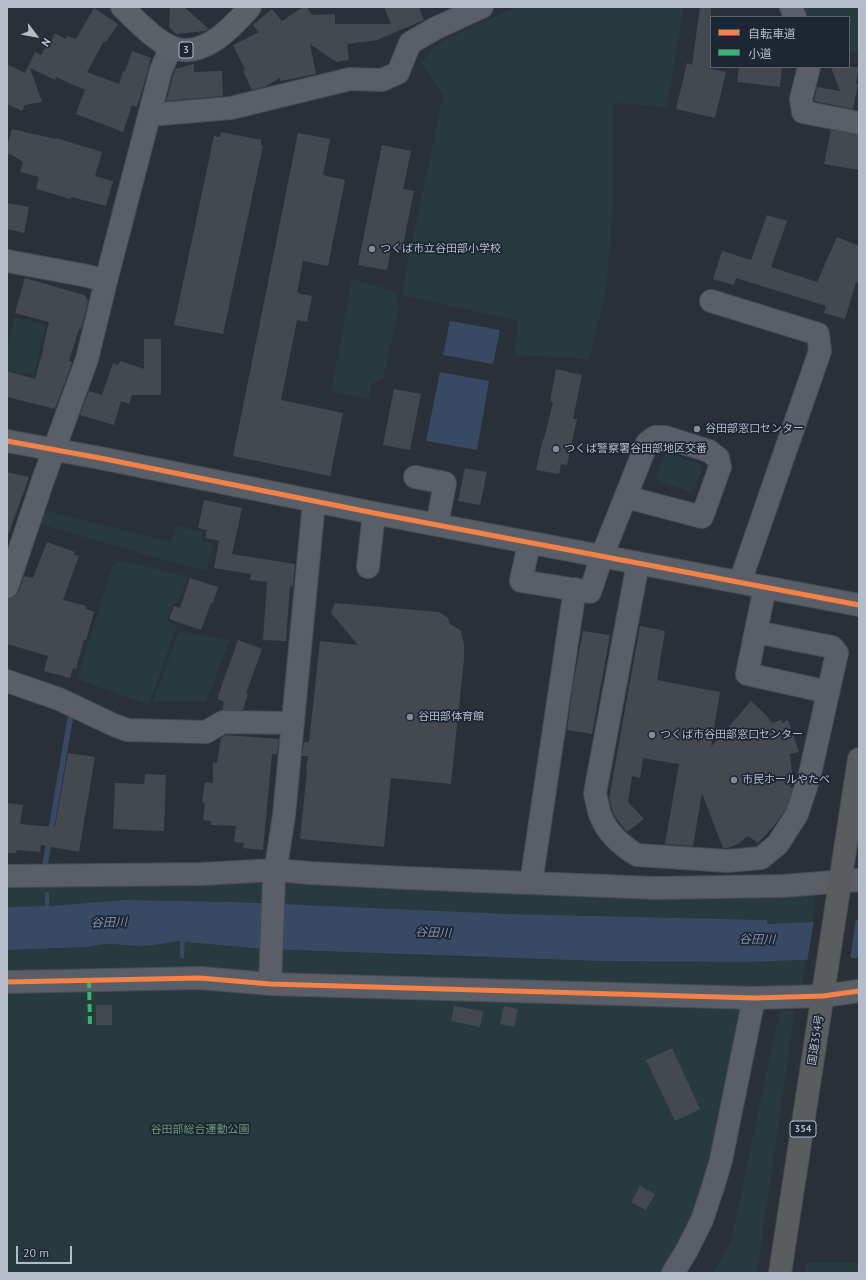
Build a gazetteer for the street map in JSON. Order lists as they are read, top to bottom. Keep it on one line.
{"streets":{"highway":["国道354号","354"],"main road":["3"]},"water":["谷田川"],"parks":["谷田部総合運動公園"],"places":["つくば市立谷田部小学校","谷田部窓口センター","つくば警察署谷田部地区交番","谷田部体育館","つくば市谷田部窓口センター","市民ホールやたべ"],"legend":["自転車道","小道"],"scale_bar":"20 m","north":"bottom right"}
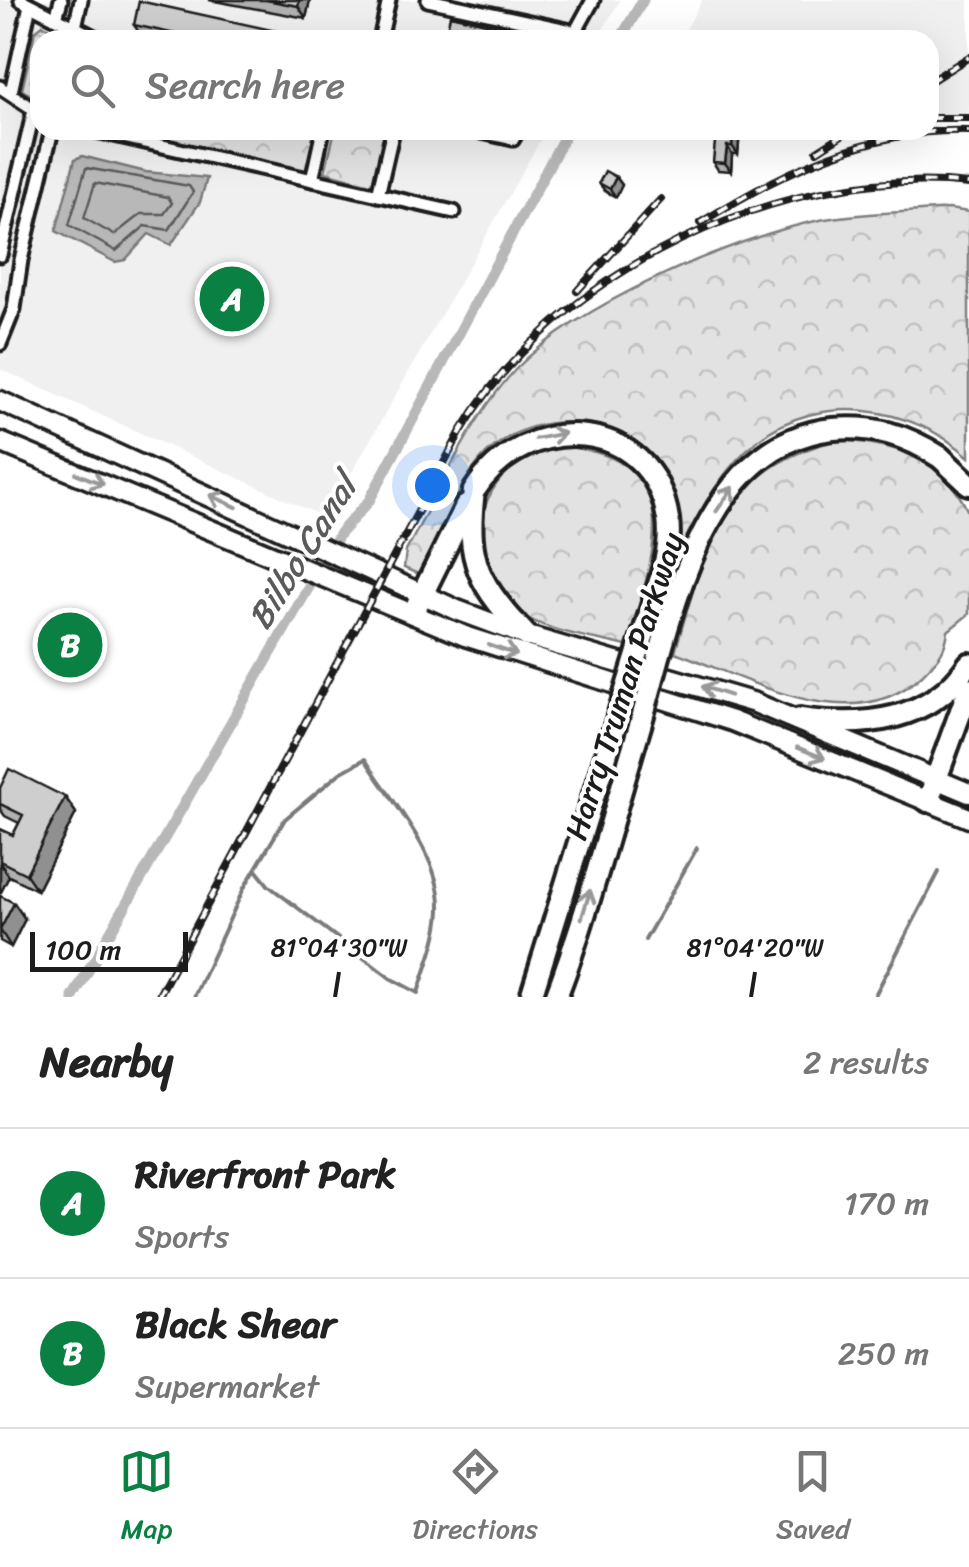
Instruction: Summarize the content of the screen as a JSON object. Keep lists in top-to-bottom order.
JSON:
{
  "streets": {
    "highway": ["Harry Truman Parkway"]
  },
  "water": ["Bilbo Canal"],
  "scale_bar": "100 m",
  "page": {
    "search": "Search here",
    "pins": ["A", "B"],
    "scale": "100 m",
    "heading": ["Nearby", "2 results"],
    "list": [
      {
        "mark": "A",
        "name": "Riverfront Park",
        "note": "Sports",
        "value": "170 m"
      },
      {
        "mark": "B",
        "name": "Black Shear",
        "note": "Supermarket",
        "value": "250 m"
      }
    ],
    "nav": ["Map", "Directions", "Saved"]
  },
  "coordinates": ["81°04'30\"W", "81°04'20\"W"]
}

+++++

Copy every line of the records exactly as it is written, but not the pictures.

* Task output:
Build a gazetteer for the street map in JSON. Order lists as they are read, top to bottom. Keep it on one line.
{"streets":{"highway":["国道354号","354"],"main road":["3"]},"water":["谷田川"],"parks":["谷田部総合運動公園"],"places":["つくば市立谷田部小学校","谷田部窓口センター","つくば警察署谷田部地区交番","谷田部体育館","つくば市谷田部窓口センター","市民ホールやたべ"],"legend":["自転車道","小道"],"scale_bar":"20 m","north":"bottom right"}
Instruction: Summarize the content of the screen as a JSON object. Keep lists in top-to-bottom order.
JSON:
{
  "streets": {
    "highway": ["Harry Truman Parkway"]
  },
  "water": ["Bilbo Canal"],
  "scale_bar": "100 m",
  "page": {
    "search": "Search here",
    "pins": ["A", "B"],
    "scale": "100 m",
    "heading": ["Nearby", "2 results"],
    "list": [
      {
        "mark": "A",
        "name": "Riverfront Park",
        "note": "Sports",
        "value": "170 m"
      },
      {
        "mark": "B",
        "name": "Black Shear",
        "note": "Supermarket",
        "value": "250 m"
      }
    ],
    "nav": ["Map", "Directions", "Saved"]
  },
  "coordinates": ["81°04'30\"W", "81°04'20\"W"]
}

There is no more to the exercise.